*Exercise requirements:* Look through the material for lines with the word "content", and copy each one.

*Information supplied:*
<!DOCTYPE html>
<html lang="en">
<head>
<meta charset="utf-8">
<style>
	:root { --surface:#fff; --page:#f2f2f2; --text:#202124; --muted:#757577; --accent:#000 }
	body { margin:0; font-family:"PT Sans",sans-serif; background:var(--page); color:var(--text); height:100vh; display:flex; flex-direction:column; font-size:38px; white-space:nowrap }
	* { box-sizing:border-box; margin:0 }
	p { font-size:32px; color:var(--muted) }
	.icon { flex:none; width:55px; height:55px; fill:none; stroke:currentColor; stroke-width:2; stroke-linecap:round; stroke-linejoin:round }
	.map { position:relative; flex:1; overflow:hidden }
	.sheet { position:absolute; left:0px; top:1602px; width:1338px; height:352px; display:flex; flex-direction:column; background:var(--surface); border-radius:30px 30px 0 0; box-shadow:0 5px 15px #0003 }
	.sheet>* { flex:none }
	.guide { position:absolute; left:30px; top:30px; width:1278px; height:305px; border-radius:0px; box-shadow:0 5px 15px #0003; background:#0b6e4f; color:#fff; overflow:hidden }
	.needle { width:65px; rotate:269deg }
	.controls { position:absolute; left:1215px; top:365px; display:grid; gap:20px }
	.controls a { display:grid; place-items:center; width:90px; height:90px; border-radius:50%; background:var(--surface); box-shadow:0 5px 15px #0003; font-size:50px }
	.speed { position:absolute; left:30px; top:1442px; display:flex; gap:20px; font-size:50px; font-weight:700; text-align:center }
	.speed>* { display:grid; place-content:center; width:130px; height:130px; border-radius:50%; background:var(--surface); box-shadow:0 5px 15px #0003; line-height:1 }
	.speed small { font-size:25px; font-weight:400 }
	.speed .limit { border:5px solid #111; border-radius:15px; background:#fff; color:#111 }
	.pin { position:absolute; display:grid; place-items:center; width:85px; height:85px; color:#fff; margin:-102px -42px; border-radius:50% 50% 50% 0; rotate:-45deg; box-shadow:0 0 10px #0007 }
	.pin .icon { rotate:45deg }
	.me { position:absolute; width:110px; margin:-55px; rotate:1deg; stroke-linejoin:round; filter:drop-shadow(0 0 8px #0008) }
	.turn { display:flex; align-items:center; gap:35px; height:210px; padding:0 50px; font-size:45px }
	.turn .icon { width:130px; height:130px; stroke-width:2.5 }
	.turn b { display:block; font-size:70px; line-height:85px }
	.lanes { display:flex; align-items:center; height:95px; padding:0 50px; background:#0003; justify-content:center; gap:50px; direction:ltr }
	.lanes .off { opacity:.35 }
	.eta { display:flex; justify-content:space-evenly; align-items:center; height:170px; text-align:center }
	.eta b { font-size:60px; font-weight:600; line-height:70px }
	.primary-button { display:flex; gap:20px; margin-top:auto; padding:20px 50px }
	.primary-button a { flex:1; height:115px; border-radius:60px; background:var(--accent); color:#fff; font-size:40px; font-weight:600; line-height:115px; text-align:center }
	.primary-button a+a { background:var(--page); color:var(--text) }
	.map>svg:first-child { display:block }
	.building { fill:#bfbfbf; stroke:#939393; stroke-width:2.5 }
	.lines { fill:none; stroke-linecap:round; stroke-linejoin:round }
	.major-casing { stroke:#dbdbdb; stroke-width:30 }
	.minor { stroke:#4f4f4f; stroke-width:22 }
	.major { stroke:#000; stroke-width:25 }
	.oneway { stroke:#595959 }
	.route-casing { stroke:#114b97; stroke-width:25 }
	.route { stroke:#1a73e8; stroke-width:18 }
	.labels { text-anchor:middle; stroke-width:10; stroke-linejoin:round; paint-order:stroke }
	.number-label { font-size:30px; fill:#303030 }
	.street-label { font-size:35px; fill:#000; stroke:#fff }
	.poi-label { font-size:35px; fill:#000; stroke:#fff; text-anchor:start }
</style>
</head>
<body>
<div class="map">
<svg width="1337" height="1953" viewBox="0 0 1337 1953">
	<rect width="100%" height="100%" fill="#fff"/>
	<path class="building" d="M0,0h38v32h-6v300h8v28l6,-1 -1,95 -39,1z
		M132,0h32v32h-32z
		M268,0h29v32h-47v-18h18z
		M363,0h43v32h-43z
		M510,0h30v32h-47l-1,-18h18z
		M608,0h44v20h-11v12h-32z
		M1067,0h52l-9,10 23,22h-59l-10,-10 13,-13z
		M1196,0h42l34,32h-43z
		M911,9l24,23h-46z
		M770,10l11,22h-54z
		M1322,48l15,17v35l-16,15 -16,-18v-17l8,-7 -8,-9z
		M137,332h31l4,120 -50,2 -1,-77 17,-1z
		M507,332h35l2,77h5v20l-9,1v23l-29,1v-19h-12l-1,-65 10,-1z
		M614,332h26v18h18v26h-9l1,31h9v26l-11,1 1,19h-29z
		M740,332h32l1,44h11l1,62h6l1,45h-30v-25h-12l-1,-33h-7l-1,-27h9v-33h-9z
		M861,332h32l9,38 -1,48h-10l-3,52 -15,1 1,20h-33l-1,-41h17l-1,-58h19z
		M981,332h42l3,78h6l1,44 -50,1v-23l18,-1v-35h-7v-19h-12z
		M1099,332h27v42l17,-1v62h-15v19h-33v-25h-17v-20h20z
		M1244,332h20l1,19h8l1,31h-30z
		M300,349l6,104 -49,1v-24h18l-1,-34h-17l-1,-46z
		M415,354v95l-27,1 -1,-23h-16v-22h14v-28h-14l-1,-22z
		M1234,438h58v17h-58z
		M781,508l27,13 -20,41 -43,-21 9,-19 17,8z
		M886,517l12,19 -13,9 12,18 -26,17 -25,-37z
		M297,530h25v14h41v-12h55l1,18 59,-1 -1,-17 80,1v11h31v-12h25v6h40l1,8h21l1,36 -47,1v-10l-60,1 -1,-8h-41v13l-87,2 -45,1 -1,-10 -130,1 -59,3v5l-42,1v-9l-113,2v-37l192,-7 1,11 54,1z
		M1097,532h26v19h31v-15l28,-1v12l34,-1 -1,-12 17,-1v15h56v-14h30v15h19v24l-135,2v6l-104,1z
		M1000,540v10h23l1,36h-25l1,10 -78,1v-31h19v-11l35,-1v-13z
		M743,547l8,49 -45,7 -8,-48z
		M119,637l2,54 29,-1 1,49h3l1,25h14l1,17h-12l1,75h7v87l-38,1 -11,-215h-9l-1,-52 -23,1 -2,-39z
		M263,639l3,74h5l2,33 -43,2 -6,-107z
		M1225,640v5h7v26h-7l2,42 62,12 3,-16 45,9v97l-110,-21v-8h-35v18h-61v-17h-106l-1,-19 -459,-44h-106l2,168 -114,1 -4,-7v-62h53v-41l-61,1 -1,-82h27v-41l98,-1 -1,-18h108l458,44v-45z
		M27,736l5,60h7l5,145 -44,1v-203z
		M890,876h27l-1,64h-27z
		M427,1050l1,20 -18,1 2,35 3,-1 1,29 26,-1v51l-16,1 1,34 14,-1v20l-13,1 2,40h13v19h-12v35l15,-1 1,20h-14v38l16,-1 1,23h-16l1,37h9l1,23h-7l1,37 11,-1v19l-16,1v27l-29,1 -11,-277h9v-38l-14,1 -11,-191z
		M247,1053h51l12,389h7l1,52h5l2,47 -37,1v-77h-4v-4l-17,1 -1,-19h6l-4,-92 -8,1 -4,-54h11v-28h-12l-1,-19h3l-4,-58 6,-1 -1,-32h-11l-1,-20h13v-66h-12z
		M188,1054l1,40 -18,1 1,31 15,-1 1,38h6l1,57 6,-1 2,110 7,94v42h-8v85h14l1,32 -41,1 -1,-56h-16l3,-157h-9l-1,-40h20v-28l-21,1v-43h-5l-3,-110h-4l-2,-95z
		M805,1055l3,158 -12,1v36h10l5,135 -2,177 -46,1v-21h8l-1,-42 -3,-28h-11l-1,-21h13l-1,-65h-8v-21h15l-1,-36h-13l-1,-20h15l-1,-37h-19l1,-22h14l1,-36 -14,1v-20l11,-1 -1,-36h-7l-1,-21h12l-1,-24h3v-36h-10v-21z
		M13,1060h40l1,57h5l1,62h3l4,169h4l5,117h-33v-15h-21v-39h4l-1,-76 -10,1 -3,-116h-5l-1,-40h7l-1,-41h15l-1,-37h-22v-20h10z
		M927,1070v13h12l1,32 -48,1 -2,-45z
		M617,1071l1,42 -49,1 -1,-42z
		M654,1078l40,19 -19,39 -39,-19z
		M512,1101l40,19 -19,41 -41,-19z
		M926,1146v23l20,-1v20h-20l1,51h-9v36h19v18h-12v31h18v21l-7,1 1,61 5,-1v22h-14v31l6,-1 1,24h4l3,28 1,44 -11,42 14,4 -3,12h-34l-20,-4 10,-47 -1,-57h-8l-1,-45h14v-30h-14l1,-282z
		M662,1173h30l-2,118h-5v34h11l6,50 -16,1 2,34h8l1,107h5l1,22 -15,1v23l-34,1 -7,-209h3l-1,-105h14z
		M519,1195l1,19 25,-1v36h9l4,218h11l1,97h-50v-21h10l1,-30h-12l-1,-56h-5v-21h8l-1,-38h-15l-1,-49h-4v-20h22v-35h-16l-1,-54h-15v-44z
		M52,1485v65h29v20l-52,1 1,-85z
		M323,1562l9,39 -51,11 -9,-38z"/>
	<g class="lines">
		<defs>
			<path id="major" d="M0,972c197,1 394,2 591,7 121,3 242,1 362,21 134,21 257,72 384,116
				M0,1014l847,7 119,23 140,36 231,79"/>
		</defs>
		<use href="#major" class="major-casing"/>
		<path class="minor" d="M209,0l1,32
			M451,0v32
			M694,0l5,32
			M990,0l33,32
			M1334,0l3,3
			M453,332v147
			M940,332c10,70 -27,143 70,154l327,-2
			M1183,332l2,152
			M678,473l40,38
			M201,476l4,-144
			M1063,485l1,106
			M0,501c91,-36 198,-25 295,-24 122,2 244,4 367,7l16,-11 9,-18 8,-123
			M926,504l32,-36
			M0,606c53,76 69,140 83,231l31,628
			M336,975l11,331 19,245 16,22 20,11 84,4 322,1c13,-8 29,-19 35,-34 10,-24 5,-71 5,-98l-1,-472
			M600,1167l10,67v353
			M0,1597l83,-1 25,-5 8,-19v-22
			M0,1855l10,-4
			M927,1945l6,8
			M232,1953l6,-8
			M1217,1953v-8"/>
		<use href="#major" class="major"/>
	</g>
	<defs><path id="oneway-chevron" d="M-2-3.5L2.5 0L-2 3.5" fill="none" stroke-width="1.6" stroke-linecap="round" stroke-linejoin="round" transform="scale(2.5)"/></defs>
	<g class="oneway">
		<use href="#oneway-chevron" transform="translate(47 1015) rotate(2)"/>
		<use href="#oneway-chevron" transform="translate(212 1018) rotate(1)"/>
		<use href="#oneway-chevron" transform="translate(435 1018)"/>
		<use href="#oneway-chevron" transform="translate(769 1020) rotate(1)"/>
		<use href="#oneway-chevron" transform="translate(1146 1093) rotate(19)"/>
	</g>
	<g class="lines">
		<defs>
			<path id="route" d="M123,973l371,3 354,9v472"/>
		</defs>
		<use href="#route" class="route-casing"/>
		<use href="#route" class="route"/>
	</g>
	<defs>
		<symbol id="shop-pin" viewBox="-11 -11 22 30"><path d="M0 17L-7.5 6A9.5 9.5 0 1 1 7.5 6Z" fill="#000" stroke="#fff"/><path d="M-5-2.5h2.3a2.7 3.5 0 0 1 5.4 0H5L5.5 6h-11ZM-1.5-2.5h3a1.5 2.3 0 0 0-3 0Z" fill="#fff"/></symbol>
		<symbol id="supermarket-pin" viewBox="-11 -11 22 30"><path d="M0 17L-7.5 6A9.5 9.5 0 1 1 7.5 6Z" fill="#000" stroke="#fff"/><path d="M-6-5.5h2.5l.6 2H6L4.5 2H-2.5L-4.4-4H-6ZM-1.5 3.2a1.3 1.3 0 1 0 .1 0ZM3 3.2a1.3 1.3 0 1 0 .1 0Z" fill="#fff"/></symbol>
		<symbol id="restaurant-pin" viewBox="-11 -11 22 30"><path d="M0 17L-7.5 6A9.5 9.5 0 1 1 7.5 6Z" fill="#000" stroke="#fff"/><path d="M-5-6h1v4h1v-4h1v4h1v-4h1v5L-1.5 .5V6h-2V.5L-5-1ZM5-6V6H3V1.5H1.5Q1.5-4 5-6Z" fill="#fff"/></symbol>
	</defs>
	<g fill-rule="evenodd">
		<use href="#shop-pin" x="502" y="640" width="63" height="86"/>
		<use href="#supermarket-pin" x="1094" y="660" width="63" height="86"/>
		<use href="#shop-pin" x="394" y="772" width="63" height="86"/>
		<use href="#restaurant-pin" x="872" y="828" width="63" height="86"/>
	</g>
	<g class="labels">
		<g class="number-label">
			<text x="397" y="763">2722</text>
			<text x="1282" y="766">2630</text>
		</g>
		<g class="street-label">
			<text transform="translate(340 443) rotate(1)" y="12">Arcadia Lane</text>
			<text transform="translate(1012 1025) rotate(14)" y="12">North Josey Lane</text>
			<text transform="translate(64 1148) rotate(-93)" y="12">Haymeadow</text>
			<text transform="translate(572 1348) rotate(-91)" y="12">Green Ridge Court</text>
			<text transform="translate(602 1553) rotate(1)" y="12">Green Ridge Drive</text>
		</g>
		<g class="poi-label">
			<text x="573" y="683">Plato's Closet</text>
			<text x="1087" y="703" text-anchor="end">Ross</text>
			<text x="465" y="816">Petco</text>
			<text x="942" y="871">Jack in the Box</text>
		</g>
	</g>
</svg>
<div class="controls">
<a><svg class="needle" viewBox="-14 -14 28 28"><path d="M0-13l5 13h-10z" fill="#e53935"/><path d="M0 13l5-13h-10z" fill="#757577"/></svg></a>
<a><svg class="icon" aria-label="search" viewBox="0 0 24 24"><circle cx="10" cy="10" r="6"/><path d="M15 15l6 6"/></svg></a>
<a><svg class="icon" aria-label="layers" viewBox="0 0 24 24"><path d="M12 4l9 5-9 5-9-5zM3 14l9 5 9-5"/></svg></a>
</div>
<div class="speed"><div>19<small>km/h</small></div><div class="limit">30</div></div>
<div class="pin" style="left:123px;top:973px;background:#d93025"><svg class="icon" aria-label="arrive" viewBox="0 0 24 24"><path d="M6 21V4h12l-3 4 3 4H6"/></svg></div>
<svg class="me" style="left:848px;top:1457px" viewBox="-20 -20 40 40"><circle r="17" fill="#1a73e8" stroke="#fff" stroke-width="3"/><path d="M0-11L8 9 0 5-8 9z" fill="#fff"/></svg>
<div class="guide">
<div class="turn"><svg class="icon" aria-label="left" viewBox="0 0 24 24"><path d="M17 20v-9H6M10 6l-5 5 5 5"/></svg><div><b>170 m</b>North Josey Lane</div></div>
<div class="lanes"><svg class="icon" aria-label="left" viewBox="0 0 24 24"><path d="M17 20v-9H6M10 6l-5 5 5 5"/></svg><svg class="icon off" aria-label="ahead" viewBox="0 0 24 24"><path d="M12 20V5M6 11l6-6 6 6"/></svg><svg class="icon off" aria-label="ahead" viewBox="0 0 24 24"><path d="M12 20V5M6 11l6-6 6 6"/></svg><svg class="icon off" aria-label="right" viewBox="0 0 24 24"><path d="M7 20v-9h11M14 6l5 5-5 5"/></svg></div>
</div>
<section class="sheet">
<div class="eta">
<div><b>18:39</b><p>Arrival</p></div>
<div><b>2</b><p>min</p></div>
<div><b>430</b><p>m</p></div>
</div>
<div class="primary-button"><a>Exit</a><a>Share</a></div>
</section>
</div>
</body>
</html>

*Response:*
	.speed>* { display:grid; place-content:center; width:130px; height:130px; border-radius:50%; background:var(--surface); box-shadow:0 5px 15px #0003; line-height:1 }
	.lanes { display:flex; align-items:center; height:95px; padding:0 50px; background:#0003; justify-content:center; gap:50px; direction:ltr }
	.eta { display:flex; justify-content:space-evenly; align-items:center; height:170px; text-align:center }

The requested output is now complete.